Supplementary Fig. 7 shows the relationship between porosity and serpentinization and density calculated from Eqs. (89), which suggests that φp has a large effect on the calculated density compared with ξSrp. Preservation of clasts in the breccia indicates that the clast density is greater than the seawater density. Therefore, the seawater density contour can be used to constrain the upper limit of φp. Mineralogical observations suggest that ξSrp ranges from 80% to 100% and that the two-dimensional porosity varies from 0% to 50% (Fig. 2c, d). From these ranges, two end-member cases for the extent of serpentinization (ξSrp; %) and porosity (φp) in the serpentinite clasts were examined: ξSrp = 80% and φp = 0 (ρp = 2672 kg m–3) as an upper limit for ρp; and ξSrp = 100% and φp = 0.5 (ρp = 1257 kg m–3) as a lower limit for ρp.

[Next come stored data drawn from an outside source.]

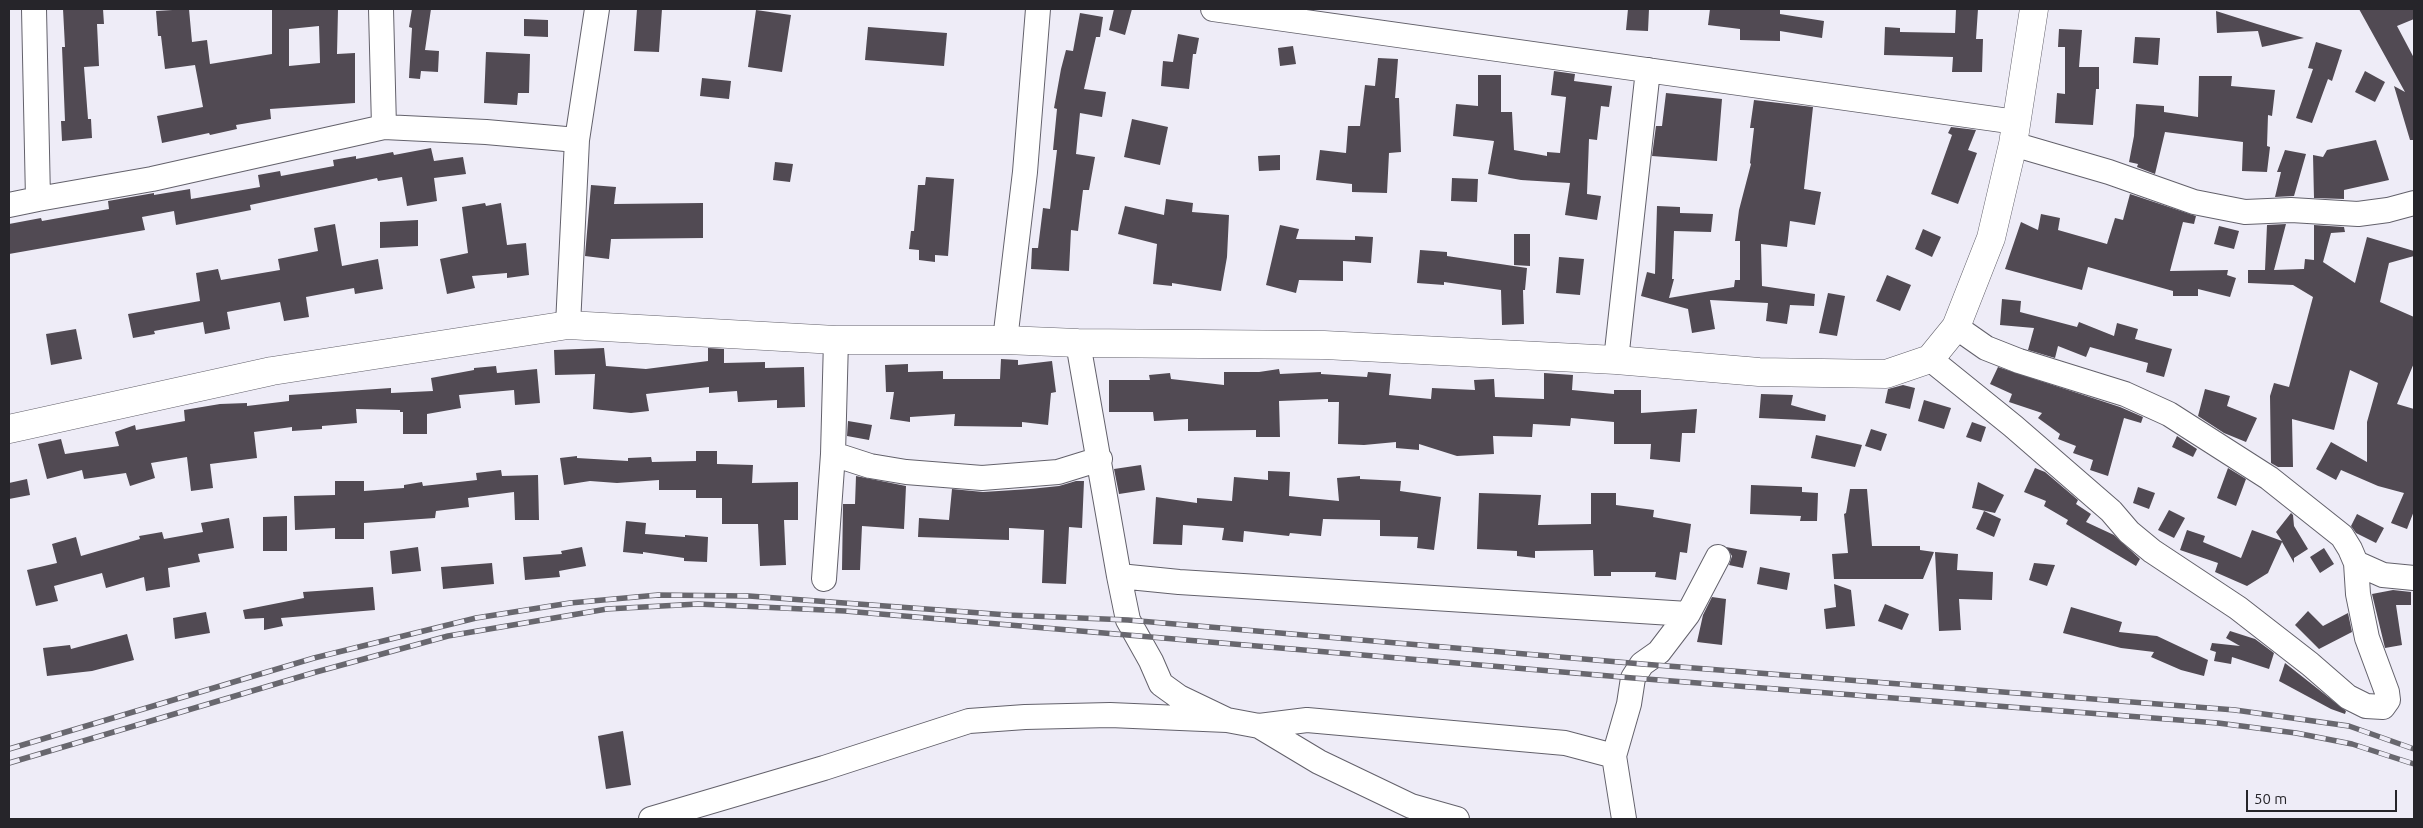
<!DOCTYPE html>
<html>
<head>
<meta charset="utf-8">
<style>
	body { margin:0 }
	#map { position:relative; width:2423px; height:828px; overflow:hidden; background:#eeecf7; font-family:Ubuntu,sans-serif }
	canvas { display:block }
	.frame { position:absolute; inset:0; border:10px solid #26252a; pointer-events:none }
	.scale { position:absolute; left:2246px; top:790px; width:151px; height:22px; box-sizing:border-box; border:2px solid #26252a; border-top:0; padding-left:6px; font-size:15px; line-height:18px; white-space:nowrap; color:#26252a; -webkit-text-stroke:4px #eeecf7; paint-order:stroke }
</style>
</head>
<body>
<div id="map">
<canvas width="2423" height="828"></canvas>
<div class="frame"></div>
<div class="scale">50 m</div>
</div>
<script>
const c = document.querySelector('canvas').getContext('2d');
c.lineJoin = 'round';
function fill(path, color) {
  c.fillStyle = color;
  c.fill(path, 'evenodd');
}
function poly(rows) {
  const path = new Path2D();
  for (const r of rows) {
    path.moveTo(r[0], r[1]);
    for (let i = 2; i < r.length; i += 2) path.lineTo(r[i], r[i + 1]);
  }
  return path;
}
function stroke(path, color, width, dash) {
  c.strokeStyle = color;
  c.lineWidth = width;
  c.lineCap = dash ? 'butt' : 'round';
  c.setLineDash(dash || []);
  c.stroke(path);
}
fill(poly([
	[63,9,103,9,104,24,97,24,99,66,84,67,88,119,91,119,92,138,62,141,61,121,65,121,62,47,65,47],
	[189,9,192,42,207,40,210,64,272,54,272,9,338,9,337,54,355,53,355,103,270,109,271,119,236,125,237,129,210,135,209,133,162,143,157,116,203,107,195,65,165,69,161,36,158,36,156,11],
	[319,26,320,63,289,66,289,29],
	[412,9,431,9,425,50,439,51,438,72,421,71,420,79,409,78,412,28,409,27],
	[637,9,662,9,659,52,634,51],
	[1114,9,1132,9,1125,35,1109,30],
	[1628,9,1649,9,1648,31,1626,30],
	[1710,9,1780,9,1780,14,1824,21,1822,38,1780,31,1780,41,1740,40,1740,29,1708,25],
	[1956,9,1978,9,1976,39,1983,39,1982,72,1952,72,1953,57,1884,55,1885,27,1900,28,1900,32,1955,33],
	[2359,9,2414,9,2414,19,2397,26,2414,58,2414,140,2410,140,2394,86,2405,92],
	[756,10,791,15,782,72,748,67],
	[2216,11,2257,24,2304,38,2262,47,2258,31,2217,33],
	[1080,13,1103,17,1100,37,1096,37,1084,89,1106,92,1102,117,1080,113,1076,154,1095,157,1089,190,1083,190,1078,231,1071,230,1069,271,1031,269,1032,248,1038,248,1043,208,1050,209,1057,150,1053,150,1057,109,1054,108,1061,69,1066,50,1073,51],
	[524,19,548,20,548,37,524,36],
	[868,27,947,33,944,66,865,60],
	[2059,29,2082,30,2079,67,2099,67,2099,89,2096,89,2093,125,2055,123,2057,93,2065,94,2065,47,2058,47],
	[1178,34,1199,38,1196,54,1193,54,1189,89,1161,86,1163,61,1173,62],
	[2135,37,2160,38,2158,65,2133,63],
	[2316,42,2342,50,2332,81,2328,79,2312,123,2296,118,2313,69,2308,68],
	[1293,46,1296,64,1280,66,1278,48],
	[486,52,530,54,529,93,518,93,517,105,484,103],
	[1378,58,1398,59,1395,98,1399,98,1401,152,1389,153,1387,193,1352,192,1352,184,1316,180,1320,150,1346,153,1348,126,1360,126,1365,85,1375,86],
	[1554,71,1575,74,1574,81,1612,86,1609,107,1601,106,1597,140,1589,139,1587,194,1601,196,1597,220,1565,215,1570,183,1521,180,1488,174,1494,141,1453,136,1456,104,1478,106,1478,75,1501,75,1501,112,1512,112,1514,150,1547,156,1547,152,1560,153,1566,97,1551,95],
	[2365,71,2385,82,2375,102,2355,92],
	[2199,76,2232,76,2231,86,2275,90,2272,116,2268,115,2267,146,2270,147,2267,172,2242,171,2243,142,2165,132,2155,174,2137,167,2138,164,2129,162,2134,136,2136,104,2164,106,2164,112,2198,117],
	[702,78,731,81,729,99,700,96],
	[1666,93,1722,99,1717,161,1652,156,1656,126,1662,126],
	[1754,100,1813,107,1804,189,1821,192,1815,225,1790,221,1787,247,1761,244,1762,286,1815,294,1814,306,1790,305,1787,324,1766,321,1768,303,1710,300,1715,329,1692,333,1688,309,1641,296,1647,272,1655,274,1657,206,1680,207,1680,213,1713,214,1711,232,1674,231,1672,279,1674,279,1669,298,1734,287,1735,280,1740,280,1740,241,1735,241,1739,210,1751,164,1750,163,1754,128,1750,128],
	[1132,119,1168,127,1160,165,1124,157],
	[1951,127,1976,130,1968,150,1977,153,1958,204,1931,194,1952,135,1948,133],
	[2376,140,2389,180,2344,190,2344,199,2314,198,2313,155,2323,157,2327,150],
	[431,148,434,161,463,157,466,174,434,178,437,201,407,206,402,177,378,181,377,178,250,205,251,210,176,225,174,211,142,217,145,230,9,254,9,224,41,218,42,221,109,209,108,201,154,193,154,195,190,189,191,199,260,187,258,175,280,171,281,176,334,166,333,160,356,156,356,159,393,152,394,155],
	[2285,150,2306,154,2294,196,2275,197,2281,172,2277,172],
	[1280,155,1280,170,1259,171,1258,156],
	[775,162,793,164,790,182,773,180],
	[926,177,954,179,948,256,935,255,935,262,919,260,919,250,909,249,911,231,914,231,918,185,925,185],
	[1452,178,1478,179,1477,202,1451,201],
	[591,185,616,187,614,204,703,203,703,238,611,239,609,259,585,256],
	[2130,194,2196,216,2194,224,2183,222,2170,271,2228,270,2227,275,2236,278,2230,297,2198,289,2198,296,2173,296,2173,291,2088,267,2082,290,2005,269,2021,222,2038,230,2041,214,2060,218,2058,230,2107,244,2115,218,2123,220],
	[1166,199,1193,203,1192,212,1229,215,1227,257,1221,291,1172,283,1172,286,1153,284,1157,244,1118,234,1125,206,1164,215],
	[485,203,486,206,501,203,507,245,526,243,529,275,507,278,507,273,472,276,475,288,447,294,440,259,468,253,462,207],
	[418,220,418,246,380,248,380,222],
	[335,224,342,266,378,259,383,289,355,294,354,288,306,297,309,317,284,321,280,302,227,312,230,329,205,334,203,322,154,331,155,334,133,338,128,314,200,301,196,273,218,269,221,280,280,270,278,259,318,251,314,228],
	[2286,224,2274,270,2304,269,2305,259,2314,260,2314,225,2344,227,2345,232,2331,233,2323,262,2355,283,2367,237,2414,251,2414,256,2389,263,2380,302,2414,317,2414,363,2397,404,2414,409,2414,511,2407,529,2391,523,2404,493,2378,486,2341,470,2336,480,2316,469,2331,442,2367,462,2367,422,2378,383,2350,370,2334,430,2292,419,2293,467,2278,467,2271,463,2270,396,2274,383,2289,387,2313,297,2293,285,2248,283,2248,270,2265,270,2267,225],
	[1280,225,1299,229,1296,239,1355,240,1355,236,1373,237,1371,263,1343,261,1343,281,1299,280,1296,293,1266,285],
	[2219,226,2239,231,2234,249,2214,244],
	[1923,229,1941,237,1932,257,1915,249],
	[1514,234,1530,234,1530,266,1514,265],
	[1420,250,1447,252,1447,256,1527,268,1525,290,1523,290,1524,324,1502,325,1501,290,1444,282,1444,285,1417,283],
	[1559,257,1584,259,1580,295,1556,293],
	[1887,275,1911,285,1900,311,1876,301],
	[1828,293,1845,296,1837,336,1819,333],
	[2002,299,2021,301,2020,312,2077,327,2079,322,2114,336,2117,323,2138,329,2135,339,2172,349,2164,377,2146,372,2148,363,2090,347,2086,357,2058,346,2055,358,2028,350,2034,328,2000,325],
	[76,329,82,359,51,365,46,334],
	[604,348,606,366,646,369,708,361,708,348,724,349,724,363,765,362,765,368,804,367,805,407,777,408,777,400,738,402,737,391,709,393,709,387,646,394,649,411,631,413,593,409,595,374,555,375,554,350],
	[1001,359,1018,360,1018,365,1052,361,1056,392,1051,393,1048,425,1022,422,1022,427,954,426,955,414,910,417,910,422,890,419,894,392,886,392,885,365,908,364,908,372,943,371,943,379,1000,379],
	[496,366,497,373,537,369,540,403,515,405,514,390,459,395,461,408,427,414,427,434,403,434,403,412,400,412,400,410,356,409,357,423,322,426,322,429,292,431,292,427,254,432,257,458,210,464,213,488,191,491,187,457,151,463,155,478,130,486,126,473,84,479,82,470,47,479,38,444,61,439,65,454,119,446,115,432,135,425,136,430,185,421,184,410,220,404,247,403,247,406,289,401,289,395,391,388,391,393,433,391,431,378,474,370,474,368],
	[1998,367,2120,407,2143,417,2141,423,2124,418,2108,476,2090,470,2093,460,2073,453,2076,446,2058,439,2060,434,2038,418,2042,413,2009,402,2012,394,1990,384],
	[1279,369,1280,374,1321,372,1321,374,1367,377,1368,372,1391,374,1389,395,1431,399,1432,388,1475,390,1474,380,1494,379,1495,397,1544,399,1544,373,1573,375,1572,390,1614,394,1614,390,1641,390,1641,413,1697,409,1695,433,1682,433,1680,462,1650,459,1651,444,1614,444,1614,422,1571,418,1570,426,1533,424,1532,437,1493,436,1494,454,1457,456,1419,444,1419,450,1396,448,1396,442,1364,445,1338,444,1339,402,1328,402,1328,399,1279,401,1280,437,1256,437,1256,430,1188,431,1188,419,1154,421,1153,412,1109,412,1109,380,1150,380,1149,375,1170,373,1171,379,1224,385,1224,372,1259,372],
	[1903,385,1915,388,1910,409,1885,403,1888,389],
	[2205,389,2230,396,2227,406,2257,418,2246,442,2224,433,2198,416],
	[1761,394,1793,395,1791,405,1826,415,1825,421,1759,418],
	[1924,400,1951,408,1944,429,1918,421],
	[848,421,872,425,869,440,847,436],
	[1972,422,1986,427,1981,442,1966,437],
	[1871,429,1887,434,1881,451,1865,446],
	[1816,435,1862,445,1855,467,1811,458],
	[2177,436,2197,449,2193,457,2172,447],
	[696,451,717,451,717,464,753,465,752,483,798,482,798,520,784,520,786,565,760,566,758,524,722,524,722,498,696,498,696,490,659,490,659,480,617,483,590,481,564,485,560,458,577,456,577,458,628,461,628,458,651,457,652,462,696,461],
	[1141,465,1145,490,1119,494,1114,469],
	[2035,468,2045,472,2078,500,2076,504,2091,514,2086,522,2114,535,2140,559,2136,566,2066,524,2068,520,2044,506,2046,501,2024,492],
	[2228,468,2246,479,2236,506,2217,498],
	[501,470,502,476,538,475,539,520,515,520,514,492,468,498,469,507,436,511,435,518,364,523,364,539,335,539,335,528,295,530,294,496,335,495,335,481,364,481,364,491,404,488,404,485,422,482,423,486,477,480,476,473],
	[1268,471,1290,472,1289,496,1339,501,1337,478,1360,476,1360,479,1401,481,1400,491,1441,497,1434,550,1417,548,1418,537,1380,536,1380,520,1323,519,1321,536,1290,533,1289,536,1244,531,1243,542,1222,540,1224,528,1183,525,1182,545,1153,544,1156,497,1197,503,1197,498,1232,501,1234,477,1268,480],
	[856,476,906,486,904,529,862,526,860,570,842,570,843,504,855,504],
	[27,479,30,495,9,499,9,483],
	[1076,481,1084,481,1082,528,1069,527,1066,584,1042,583,1044,530,1009,528,1009,540,918,537,919,518,949,520,952,489,983,492,1030,489,1059,486],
	[1978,482,2004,495,1995,513,1972,508],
	[1751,485,1802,487,1802,492,1818,493,1817,521,1800,521,1801,516,1750,514],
	[2138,487,2155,493,2149,509,2133,503],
	[1850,489,1867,489,1872,546,1920,546,1920,550,1934,552,1923,579,1834,579,1832,554,1848,553,1844,514,1846,513],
	[1479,493,1541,495,1538,525,1591,524,1591,493,1616,493,1616,505,1654,510,1653,517,1691,524,1687,553,1680,552,1676,580,1655,577,1656,572,1611,572,1611,576,1594,576,1593,550,1535,551,1535,558,1517,556,1517,551,1477,549],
	[2169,510,2185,518,2174,538,2158,530],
	[1984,511,2001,519,1994,537,1976,529],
	[2291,513,2293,515,2294,526,2308,549,2294,558,2294,563,2282,542,2268,573,2247,586,2215,572,2218,563,2180,550,2187,530,2205,536,2203,542,2241,558,2252,530,2282,541,2276,532],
	[2357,514,2384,528,2376,543,2356,533,2351,526],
	[287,516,287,551,263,551,263,517],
	[229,518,234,548,198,554,200,562,168,568,170,587,146,591,144,577,106,588,102,573,54,586,58,601,36,606,27,570,57,563,52,544,76,537,81,556,140,539,139,536,162,532,164,539,203,532,201,523],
	[626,521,646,523,645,534,685,537,685,535,708,537,707,562,684,561,684,558,643,552,643,554,623,552],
	[418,547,421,571,392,574,390,551],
	[582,547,586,566,559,571,560,577,525,580,523,557,562,554,561,551],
	[1726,547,1747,551,1743,568,1729,565,1732,556],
	[2324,548,2334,564,2320,573,2310,557],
	[1935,552,1958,554,1957,570,1993,572,1992,600,1959,599,1961,630,1939,631],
	[492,563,494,584,443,589,441,567],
	[2034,563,2055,565,2047,586,2029,580],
	[1760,567,1790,573,1787,590,1757,584],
	[1834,584,1851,590,1855,626,1826,629,1824,609,1836,607],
	[373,587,375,610,281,618,283,626,264,630,264,618,245,619,243,610,304,598,303,592],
	[2393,590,2411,592,2411,605,2396,605,2402,645,2385,648,2372,594],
	[1712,597,1726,599,1722,645,1697,642,1703,615],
	[1885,604,1909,614,1902,630,1878,621],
	[2071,607,2122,622,2119,632,2157,636,2208,660,2204,676,2181,670,2151,657,2154,652,2121,648,2063,633],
	[2308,611,2323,626,2348,613,2352,632,2319,649,2295,625],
	[206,612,210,633,175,639,173,618],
	[2230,631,2255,639,2274,653,2269,669,2232,657,2231,664,2214,661,2216,652,2210,650,2212,643,2240,646,2226,638],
	[127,634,134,660,92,671,47,676,43,648,70,645,71,649],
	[2285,663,2346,711,2345,714,2331,709,2279,681],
	[623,731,631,785,606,789,598,736]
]), '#514a53');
const street = poly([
	[34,9,38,199,152,179,384,127],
	[381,9,384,127,486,132,577,140],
	[1213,9,2016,122],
	[2013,144,2109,172,2194,202,2245,212,2291,210,2358,214,2388,210,2414,203],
	[9,205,38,199],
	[568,325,577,140,597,9],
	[1956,327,1986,348,2019,361,2125,394,2169,414,2269,478,2342,536,2350,549,2356,563,2383,575,2414,578],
	[836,340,833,454,870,466,906,472,982,478,1058,472,1100,459],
	[1005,340,1025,172,1038,9],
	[1078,343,1119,576,1179,582,1688,614,1718,557],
	[1930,359,2013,426,2111,511,2129,532,2152,551,2238,608,2310,664,2348,697,2366,706,2383,707,2388,700,2387,692,2367,638,2358,594,2356,563],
	[1616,360,1648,70],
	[1119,576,1128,620,1151,661,1161,684,1179,697,1227,720,1259,726,1307,720,1565,743,1614,756],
	[824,579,833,454],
	[1259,726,1319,762,1411,806,1457,819],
	[651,819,824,768,969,721,1025,717,1110,715,1227,720],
	[1624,819,1614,756,1629,704,1633,678,1642,664,1659,652,1688,614]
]);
const secondary = poly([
	[9,429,272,371,568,325,836,340,1005,340,1078,343,1324,345,1616,360,1759,372,1886,374,1930,359,1956,327,1991,238,2013,144,2034,9]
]);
stroke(street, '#63616b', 26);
stroke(secondary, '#63616b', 29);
stroke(street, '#fff', 24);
stroke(secondary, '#fff', 28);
const rail = poly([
	[9,749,314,658,476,618,570,603,658,595,749,596,1008,615,1128,620,1642,664,2235,710,2349,726,2414,749],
	[9,763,316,672,448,636,607,609,698,604,845,611,1633,678,2218,723,2296,733,2352,744,2414,764]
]);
stroke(rail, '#68676e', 5.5);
stroke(rail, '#eeecf7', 4, [11]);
</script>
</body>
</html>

The estimated velocity can be used to estimate the timescale of fluid flow. The time-integrated volumetric fluid flux (Q; m3 fluid m–2 rock) is given by:

$$Q={\int _{0}^{t}}v\varphi {dt},$$
(10)

where t (s) is the duration of water flow, and φ is the fracture porosity. Assuming local equilibrium between the fluid and rock, the time-integrated fluid flux is given by:91

$$Q\approx L\frac{{M}_{e}}{\varDelta {C}_{e}}+L\varphi ,$$
(11)

where L (m) is the characteristic length, Me (mol m–3 rock) is the moles of element e added or removed per volume of rock, and ΔCe (mol m–3 fluid) is the concentration difference of element e between the input and equilibrium fluids. MeΔCe is equivalent to the fluid–rock volume ratio and can be rewritten as MeΔCe = (Mf/Mr)(ρr), where Mf (kg) is the mass of fluid reacted with the initial rock mass (Mr; kg), ρ (1028 kg m–3) is the seawater density at 2 °C, and ρr (kg m–3) is the density of the initial rock calculated from its empirical relationship with the extent of serpentinization (i.e., Eq. (9); ρr = ρSrp). Mf/Mr is the fluid–rock mass ratio and is equivalent to F/R in the reaction path simulation (i.e., Mf/Mr = F/R). The two equations for Q are combined and provide estimates of the timescales:

$$t=\frac{L}{v}\left(\frac{{M}_{f}}{{M}_{r}}\frac{{\rho }_{r}}{\rho }{\varphi }^{-1}+1\right).$$
(12)

From petrological observations, we assumed that the extent of serpentinization (ξSrp) is 30%–100%. The ξSrp range constrains the ρr range to 2515–3064 kg m–3. A range of F/R of 102.5–103.5 was constrained by thermodynamic modeling (Supplementary Fig. 5), and a range of v of 10−2–10−1 was constrained by numerical modeling (Supplementary Fig. 6). The range of φ was assumed to be 0.1–0.8. Using these values and a fracture length of 100 m (L = 100), a minimum estimate of the timescale can be calculated as follows:

$$t=\frac{100}{{10}^{-1}}\left({10}^{2.5}\frac{2515}{1028}{0.8}^{-1}+1\right)=9.6\times {10}^{5},$$
(13)

which is equal to 10 days. Similarly, the maximum timescale can be calculated as follows:

$$t=\frac{100}{{10}^{-2}}\left({10}^{3.5}\frac{3064}{1028}{0.1}^{-1}+1\right)=9.4\times {10}^{8},$$
(14)

which is equal to 10,000 days. Thus, we constrained the timescale to be 10–10,000 days.